Why is kigo essential to traditional haiku, structurally and thematically? Because! "By including Kigo in haiku, the rhythm of the earth's revolution is incorporated within haiku".  (Robert D. Wilson's excerpt from his interview with Kai Hasegawa from his online essay "The Colonization of Japanese Haiku"). So this is why kigo and to a lesser extent kireji are the definitive characteristics of traditional haiku. "Kigo usage in Japan was a given before ...  the Gregorian calendar". (Robert D. Wilson from his online essay "The Colonization of Japanese Haiku"). Kigo is an issue I've also addressed in my book, JIKU. I also agree with Wilson when he states "Again a restructuring of the Japanese vocabulary and its poetic perception/interpretation of nature; a side effect of the self-imposed colonization of cultural memory". (Robert D. Wilson from his online essay "The Colonization of Japanese Haiku"). 

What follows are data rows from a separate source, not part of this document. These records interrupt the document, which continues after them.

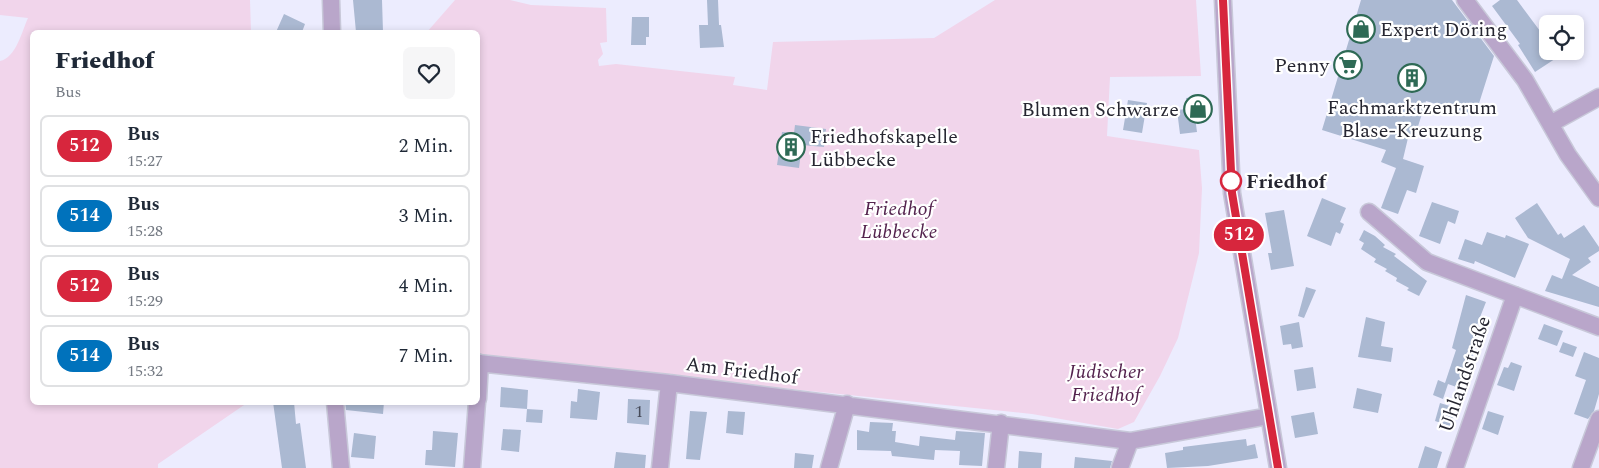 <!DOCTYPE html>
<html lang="de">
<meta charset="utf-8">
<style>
:root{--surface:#fff;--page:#f6f6f7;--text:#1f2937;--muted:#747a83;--line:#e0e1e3}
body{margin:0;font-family:Spectral,serif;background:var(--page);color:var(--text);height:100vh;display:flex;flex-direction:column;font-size:19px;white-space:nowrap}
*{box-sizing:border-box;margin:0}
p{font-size:16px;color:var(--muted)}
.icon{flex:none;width:28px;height:28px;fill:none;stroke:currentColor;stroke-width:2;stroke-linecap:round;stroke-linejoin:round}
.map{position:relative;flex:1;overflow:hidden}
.side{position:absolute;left:30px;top:30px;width:450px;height:375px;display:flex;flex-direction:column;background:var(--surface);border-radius:8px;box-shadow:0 2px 8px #0003}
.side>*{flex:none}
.badge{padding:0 10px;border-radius:16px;font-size:18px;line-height:32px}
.tools{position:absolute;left:1539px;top:15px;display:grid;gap:10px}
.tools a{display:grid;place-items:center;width:45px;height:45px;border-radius:8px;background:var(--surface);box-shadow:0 2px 8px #0003;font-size:25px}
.map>.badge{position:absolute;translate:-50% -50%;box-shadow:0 0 0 2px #fff}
.round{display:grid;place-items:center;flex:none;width:52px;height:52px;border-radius:8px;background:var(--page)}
.summary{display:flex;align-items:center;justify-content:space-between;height:85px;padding:0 25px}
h1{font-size:24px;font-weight:800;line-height:38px}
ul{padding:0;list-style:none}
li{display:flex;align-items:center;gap:15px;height:62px;margin:0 10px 8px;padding:0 15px;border:2px solid var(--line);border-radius:8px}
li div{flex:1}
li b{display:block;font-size:19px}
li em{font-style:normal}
li .badge{min-width:55px;font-weight:700;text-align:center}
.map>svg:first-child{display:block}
.green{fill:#f1d5eb}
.building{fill:#abb9d2}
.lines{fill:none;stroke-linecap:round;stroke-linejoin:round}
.minor-casing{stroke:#c8c8d9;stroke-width:19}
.minor{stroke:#b9a6ca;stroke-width:16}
.line-casing{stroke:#fff;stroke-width:11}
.line{stroke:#d7263d;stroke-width:8}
.stop-dot{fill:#fff;stroke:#d7263d;stroke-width:2.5}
.labels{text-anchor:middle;stroke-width:4.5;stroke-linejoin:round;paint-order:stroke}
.number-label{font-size:18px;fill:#474b59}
.poi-label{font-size:20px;fill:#262631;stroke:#fff;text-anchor:start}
.stop-label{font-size:20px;font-weight:bold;fill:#262631;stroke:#fff;text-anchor:start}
.park-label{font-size:20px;font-style:italic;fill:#54234e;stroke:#fff}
.street-label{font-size:20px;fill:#262631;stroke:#fff}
</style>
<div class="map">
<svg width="1599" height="468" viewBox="0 0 1599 468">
<rect width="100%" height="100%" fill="#ececfe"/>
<!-- green -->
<path class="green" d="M0,0H250L251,32H32V402L247,403L158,464V468H0V61C16,58 22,31 28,18L0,15Z
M455,0H510L531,5L606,8L607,42L600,43L603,54L598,60L599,66L616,64L735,77L733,85L767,90L773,42L934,38L995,0H1196L1201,76L1110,77L1107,136L1199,150L1202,188L1199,253L1178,338L1160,376L1134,422L1118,429L1032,414L628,372L478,354V32H427Z"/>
<!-- building -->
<path class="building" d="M353,0H382L383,32H356Z
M707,0H718L719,25H721L724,47L700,48L699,25H708Z
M1361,0H1452L1494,56L1475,116L1426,101L1414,139L1408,138L1403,159L1424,166L1416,193L1407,190L1398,214L1381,208L1396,168L1381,162L1386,150L1322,130Z
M1500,0H1517L1540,31L1548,26V51H1567L1535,72L1518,45L1520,44L1492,6Z
M284,14L305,24L302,32H276Z
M632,17H649V37H646V45H631Z
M1203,96L1205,116L1195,117L1197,132L1180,134L1177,110L1187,109L1186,98Z
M1128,100L1147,103L1142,133L1123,130Z
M795,125L826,129L824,147L802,145L799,168L777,165L782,132L794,133Z
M1322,198L1346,208L1340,222L1344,224L1340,234L1336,232L1331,246L1307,236Z
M1432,202L1459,211L1455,224L1448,221L1440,244L1419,236Z
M1537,203L1558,235L1561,233L1564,238L1584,225L1599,247V251L1588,258L1591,262L1572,275L1599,287V307L1545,291L1552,275L1562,279L1570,259L1528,238L1515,218Z
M1284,210L1294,266L1271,270L1268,253H1272L1265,213Z
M1364,230L1375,236L1385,245L1383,247L1396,254L1394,256L1427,281L1419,296L1407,290L1409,288L1396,281L1397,278L1385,271L1387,269L1374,262L1376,259L1361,249L1364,243L1359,240Z
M1487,232L1505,238L1506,235L1529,244L1515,278L1475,261L1474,264L1458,259L1465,239L1482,245Z
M1306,287L1316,290L1304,318L1298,316Z
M1466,295L1486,302L1475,330L1480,332L1462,389L1448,384L1443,399L1433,395L1438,380L1445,383L1456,350L1452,348Z
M1366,317L1385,322L1381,346L1393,348L1391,362L1358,357Z
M1299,322L1303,347L1292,349L1291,344L1283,345L1280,326Z
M1544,324L1563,331L1557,346L1538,339Z
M1563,342L1577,347L1573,357L1559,352Z
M1584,352L1599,358V394L1594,411L1588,419L1574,414L1586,380L1575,376Z
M1511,362L1522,366L1514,391L1497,385L1504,367L1508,368Z
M1313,367L1316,388L1297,391L1294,370Z
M501,387L528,390L527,409L500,407Z
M1357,388L1382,394L1378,413L1353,408Z
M578,389L600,392L597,420L570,418L571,401L577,402Z
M628,399L650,400L649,425L627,423Z
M273,402H294L296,424L300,423L306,468H282Z
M345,402H384L383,414L346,410Z
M1440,403L1456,408L1450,426L1435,421Z
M527,409L543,410L542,423L526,422Z
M690,411L707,412L700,460L686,459Z
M728,411L745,412L743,435L726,433Z
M1488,411L1504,416L1498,435L1482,429Z
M1314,412L1318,434L1295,438L1291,416Z
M870,422L893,423L892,431H896L895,442L919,446L920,436L955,440L956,431L985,433L982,466L959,465L960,451L935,450L934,460L892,456L891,451L857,450V430L869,432Z
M503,429L521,430L519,452L501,450Z
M433,431L458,433L455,467L425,465L426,450H432Z
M354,433L376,436L374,459L351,457Z
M1246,439L1247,446L1255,444L1258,458L1208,466L1167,468L1165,453L1183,450V447Z
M1425,446L1442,452L1437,468H1418Z
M1019,451L1042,453L1041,468H1018Z
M616,452L646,455L645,468H614Z
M795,453L814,455L812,468H794Z
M1075,457L1112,461L1110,468H1074Z"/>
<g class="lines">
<defs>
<path id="minor" d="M331,0L332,32
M1223,0L1232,193L1278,468
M1465,0L1525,80L1568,155L1599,198
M1552,123L1599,97
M1369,212L1427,262L1599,327
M478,363L669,383L1130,441L1269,416
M478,399L480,363
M335,402L341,468
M472,468L477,402
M660,468L669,383
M829,468L847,404
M996,468L1001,423
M1120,468L1130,441
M1455,468L1515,295
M1581,468L1599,419"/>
</defs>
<!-- minor casing -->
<use href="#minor" class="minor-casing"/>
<!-- minor -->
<use href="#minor" class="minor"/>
</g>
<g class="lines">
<defs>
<path id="line" d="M1223,0L1232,193L1278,468"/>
</defs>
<!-- line casing -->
<use href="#line" class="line-casing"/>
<!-- line -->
<use href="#line" class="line"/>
</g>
<!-- icons -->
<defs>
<symbol id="shop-ring" viewBox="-11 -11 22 22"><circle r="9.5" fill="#fff" stroke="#2e6a55" stroke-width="1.5"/><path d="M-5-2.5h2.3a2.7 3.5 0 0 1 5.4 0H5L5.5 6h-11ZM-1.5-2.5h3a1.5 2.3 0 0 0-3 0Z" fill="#2e6a55"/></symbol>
<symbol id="supermarket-ring" viewBox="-11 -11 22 22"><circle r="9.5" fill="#fff" stroke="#2e6a55" stroke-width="1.5"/><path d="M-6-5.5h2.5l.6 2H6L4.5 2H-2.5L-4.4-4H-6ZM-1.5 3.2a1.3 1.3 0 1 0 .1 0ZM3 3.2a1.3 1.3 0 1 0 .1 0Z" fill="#2e6a55"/></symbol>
<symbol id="building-ring" viewBox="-11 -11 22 22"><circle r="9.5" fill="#fff" stroke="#2e6a55" stroke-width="1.5"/><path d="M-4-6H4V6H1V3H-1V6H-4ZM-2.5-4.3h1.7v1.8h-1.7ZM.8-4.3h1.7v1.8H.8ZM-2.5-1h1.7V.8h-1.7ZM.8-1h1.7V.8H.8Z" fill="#2e6a55"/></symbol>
</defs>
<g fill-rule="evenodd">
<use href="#shop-ring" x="1345" y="13" width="32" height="32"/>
<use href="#supermarket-ring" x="1332" y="49" width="32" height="32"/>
<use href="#building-ring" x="1396" y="62" width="32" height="32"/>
<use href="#shop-ring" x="1182" y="93" width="32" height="32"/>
<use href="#building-ring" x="775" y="131" width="32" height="32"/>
</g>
<!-- markers -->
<circle class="stop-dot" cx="1231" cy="181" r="10"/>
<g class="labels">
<!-- number labels -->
<g class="number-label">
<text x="639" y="417">1</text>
</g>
<!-- poi labels -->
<g class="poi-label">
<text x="1380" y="36">Expert Döring</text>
<text x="1329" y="72" text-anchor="end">Penny</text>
<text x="1412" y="114" text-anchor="middle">Fachmarktzentrum<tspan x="1412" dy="23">Blase-Kreuzung</tspan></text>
<text x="1179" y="116" text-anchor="end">Blumen Schwarze</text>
<text x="810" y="143">Friedhofskapelle<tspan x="810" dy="23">Lübbecke</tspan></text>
</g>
<!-- stop labels -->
<g class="stop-label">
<text x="1246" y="188">Friedhof</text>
</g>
<!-- park labels -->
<g class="park-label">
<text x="899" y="215">Friedhof<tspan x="899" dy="23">Lübbecke</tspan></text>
<text x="1106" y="378">Jüdischer<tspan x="1106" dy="23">Friedhof</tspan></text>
</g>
<!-- street labels -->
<g class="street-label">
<text transform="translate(742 370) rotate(7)" y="7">Am Friedhof</text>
<text transform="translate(1464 374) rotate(-71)" y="7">Uhlandstraße</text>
</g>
</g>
</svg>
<div class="tools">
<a><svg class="icon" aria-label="locate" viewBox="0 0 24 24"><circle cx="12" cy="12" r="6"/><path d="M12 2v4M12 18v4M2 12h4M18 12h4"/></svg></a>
</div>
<b class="badge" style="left:1239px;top:235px;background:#d7263d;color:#fff">512</b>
<section class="side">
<div class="summary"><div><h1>Friedhof</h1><p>Bus</p></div><a class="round"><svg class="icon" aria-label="heart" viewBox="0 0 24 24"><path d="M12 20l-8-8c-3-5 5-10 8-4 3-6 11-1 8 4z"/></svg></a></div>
<ul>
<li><span class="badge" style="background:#d7263d;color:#fff">512</span><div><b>Bus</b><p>15:27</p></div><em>2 Min.</em></li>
<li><span class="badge" style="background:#0072bc;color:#fff">514</span><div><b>Bus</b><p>15:28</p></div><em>3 Min.</em></li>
<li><span class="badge" style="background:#d7263d;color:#fff">512</span><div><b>Bus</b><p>15:29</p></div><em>4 Min.</em></li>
<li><span class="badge" style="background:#0072bc;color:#fff">514</span><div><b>Bus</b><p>15:32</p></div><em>7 Min.</em></li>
</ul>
</section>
</div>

Again this is what Gandhi referred to as “stripping people of their collective notion of self … (via 
the) “systematic destruction of their relationship with nature” This “self-imposed” colonization of cultural memory continues today. Haiku's colonization takes the form of a 5-7- 5 shelled format. This colonized shell is then filled with muki as its primary ingredient. This is how colonization systematically re- appropriates how the world perceives the essence of hokku/haiku. This redefining of kigo as an optional accessory rather than essential ingredient in haiku, is the result of A-W perspectives. A-W perspectives usually feel comfortable linguistically rather than spiritually assimilating haiku. They linguistically do so by counting syllables and employing short-long-short lines, akin to counting rhyme schemes, lines, meter, and syllable stressing in a sonnet. Yet many A-W's feel religious or spiritual discomfort accepting nature as the essentially divine subject of their poetry, equal to, or god forbid more divine then their Christian  God. After all nature is the "other" subject, one in which they/we have a maladaptive relationship, distorted by our historicists linear way of seeing the world.